This continues the series on an introductory chapter from Walter Schmithals’ Gnosticism in Corinth. The full series is archived here.

Now it is no longer a very long step to the identification of this system as “pre-Christian Christ Gnosticism.” When Simon identifies himself as the “Great Power,” he therewith makes the claim, not to be a definite divine emanation, but an emanated part of the one original God himself. We have seen that the Apophasis developed just this Simonian claim and how it developed it. It is immediately understandable that all the divine predicates can be claimed by Simon or can be attributed to him. Thus, following Irenaeus, Hippolytus rightly says that Simon tolerated “being called by any name with which people wished to name him.” Hence he is called not only Great Power or The Standing One, but also God, Son of God, Father, Holy Spirit, Kyrios, Savior, and so on. (p. 45)

The pre-Christian system of Simonianism did not use the Judaistic term Christ in the sense of being a unique redeemer but as a title only.

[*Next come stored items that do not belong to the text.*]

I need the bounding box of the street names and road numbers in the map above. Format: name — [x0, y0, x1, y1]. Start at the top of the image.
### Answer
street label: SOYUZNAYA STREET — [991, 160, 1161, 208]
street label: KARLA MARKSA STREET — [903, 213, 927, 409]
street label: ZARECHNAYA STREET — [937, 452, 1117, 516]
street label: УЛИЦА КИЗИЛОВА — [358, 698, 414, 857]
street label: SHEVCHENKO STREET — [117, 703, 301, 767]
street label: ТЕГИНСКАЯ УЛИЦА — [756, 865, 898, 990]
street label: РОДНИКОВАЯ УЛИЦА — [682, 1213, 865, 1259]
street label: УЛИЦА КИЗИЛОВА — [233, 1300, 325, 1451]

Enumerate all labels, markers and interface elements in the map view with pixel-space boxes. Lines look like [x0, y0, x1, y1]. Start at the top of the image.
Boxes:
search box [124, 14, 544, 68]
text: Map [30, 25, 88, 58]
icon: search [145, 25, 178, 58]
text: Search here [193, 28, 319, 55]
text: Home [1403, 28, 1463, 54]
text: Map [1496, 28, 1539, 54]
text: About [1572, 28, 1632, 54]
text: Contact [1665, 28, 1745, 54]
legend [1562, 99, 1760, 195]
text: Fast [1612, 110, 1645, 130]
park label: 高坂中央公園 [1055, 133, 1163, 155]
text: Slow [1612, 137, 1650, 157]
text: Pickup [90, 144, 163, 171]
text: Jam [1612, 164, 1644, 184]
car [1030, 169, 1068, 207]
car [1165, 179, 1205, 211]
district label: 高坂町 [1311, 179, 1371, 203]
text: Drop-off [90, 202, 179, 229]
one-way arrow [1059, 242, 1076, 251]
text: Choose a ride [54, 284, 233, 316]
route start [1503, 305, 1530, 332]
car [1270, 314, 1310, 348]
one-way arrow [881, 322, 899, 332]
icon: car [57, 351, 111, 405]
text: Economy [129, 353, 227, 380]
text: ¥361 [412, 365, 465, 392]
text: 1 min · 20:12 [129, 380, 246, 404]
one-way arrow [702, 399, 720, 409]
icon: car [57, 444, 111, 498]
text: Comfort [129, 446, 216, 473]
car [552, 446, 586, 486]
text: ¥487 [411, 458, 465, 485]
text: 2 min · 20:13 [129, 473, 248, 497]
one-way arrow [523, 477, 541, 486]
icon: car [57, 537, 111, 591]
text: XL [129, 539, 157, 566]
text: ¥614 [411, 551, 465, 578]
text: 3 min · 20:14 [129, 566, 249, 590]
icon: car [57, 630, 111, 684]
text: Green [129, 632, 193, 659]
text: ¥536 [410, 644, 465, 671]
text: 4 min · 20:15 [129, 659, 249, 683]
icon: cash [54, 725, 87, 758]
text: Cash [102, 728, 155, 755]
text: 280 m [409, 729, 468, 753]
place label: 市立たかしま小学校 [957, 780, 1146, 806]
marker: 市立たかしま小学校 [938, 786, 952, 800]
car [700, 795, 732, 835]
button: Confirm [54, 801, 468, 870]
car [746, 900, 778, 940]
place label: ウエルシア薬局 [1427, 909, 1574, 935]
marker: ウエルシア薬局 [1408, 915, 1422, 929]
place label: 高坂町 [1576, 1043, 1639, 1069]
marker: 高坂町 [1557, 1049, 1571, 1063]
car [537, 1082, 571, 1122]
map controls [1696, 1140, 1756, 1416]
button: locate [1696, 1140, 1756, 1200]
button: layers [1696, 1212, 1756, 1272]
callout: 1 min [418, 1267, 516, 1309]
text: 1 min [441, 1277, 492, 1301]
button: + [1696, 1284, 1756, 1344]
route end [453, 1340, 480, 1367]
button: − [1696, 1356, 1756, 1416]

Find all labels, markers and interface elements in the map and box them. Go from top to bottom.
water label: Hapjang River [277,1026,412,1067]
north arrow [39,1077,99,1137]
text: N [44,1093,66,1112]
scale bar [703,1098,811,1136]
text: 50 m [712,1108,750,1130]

So when Hippolytus says that

Simon had appeared as a man although he was not a man, and had apparently suffered in Judea, had appeared to the Jews as Son, and to the other peoples as Pneuma Hagion [Holy Spirit], it is still clear in this late report that Simon is the Christ not as the one Christ who has appeared in Jesus but as the Pneuma who has appeared in all, and only thus also in Jesus. (p. 46)

Dositheus who was reputed to have been Simon’s teacher presented himself as Christ, according to Origen (Celsus, 1, LVII).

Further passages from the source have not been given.